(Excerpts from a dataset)
────────────────────

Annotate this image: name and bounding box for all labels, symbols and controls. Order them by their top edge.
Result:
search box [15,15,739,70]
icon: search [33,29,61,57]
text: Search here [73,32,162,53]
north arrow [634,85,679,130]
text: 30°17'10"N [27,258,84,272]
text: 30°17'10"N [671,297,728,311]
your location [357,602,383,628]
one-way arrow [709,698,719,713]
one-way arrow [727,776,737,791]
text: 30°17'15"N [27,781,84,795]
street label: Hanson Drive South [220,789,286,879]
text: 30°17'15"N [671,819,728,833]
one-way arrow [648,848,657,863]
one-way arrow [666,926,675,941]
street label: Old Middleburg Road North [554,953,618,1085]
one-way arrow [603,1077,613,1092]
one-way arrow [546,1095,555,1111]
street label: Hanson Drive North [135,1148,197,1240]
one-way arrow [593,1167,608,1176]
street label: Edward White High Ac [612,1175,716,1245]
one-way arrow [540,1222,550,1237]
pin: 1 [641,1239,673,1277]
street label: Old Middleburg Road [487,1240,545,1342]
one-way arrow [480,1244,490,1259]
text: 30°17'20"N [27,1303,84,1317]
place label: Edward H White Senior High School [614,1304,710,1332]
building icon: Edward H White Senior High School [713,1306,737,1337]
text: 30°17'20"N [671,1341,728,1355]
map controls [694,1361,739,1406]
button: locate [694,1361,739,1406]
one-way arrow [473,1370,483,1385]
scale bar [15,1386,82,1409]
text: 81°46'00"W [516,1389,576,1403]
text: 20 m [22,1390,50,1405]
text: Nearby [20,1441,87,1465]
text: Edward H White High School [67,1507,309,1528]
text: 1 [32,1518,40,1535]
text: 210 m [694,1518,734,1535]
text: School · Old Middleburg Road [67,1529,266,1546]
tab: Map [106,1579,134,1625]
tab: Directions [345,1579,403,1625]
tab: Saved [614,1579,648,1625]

────────────────────

Report every line above that has the string "Road" in it.

→ YOUR RESPONSE
street label: Old Middleburg Road North [554,953,618,1085]
street label: Old Middleburg Road [487,1240,545,1342]
text: School · Old Middleburg Road [67,1529,266,1546]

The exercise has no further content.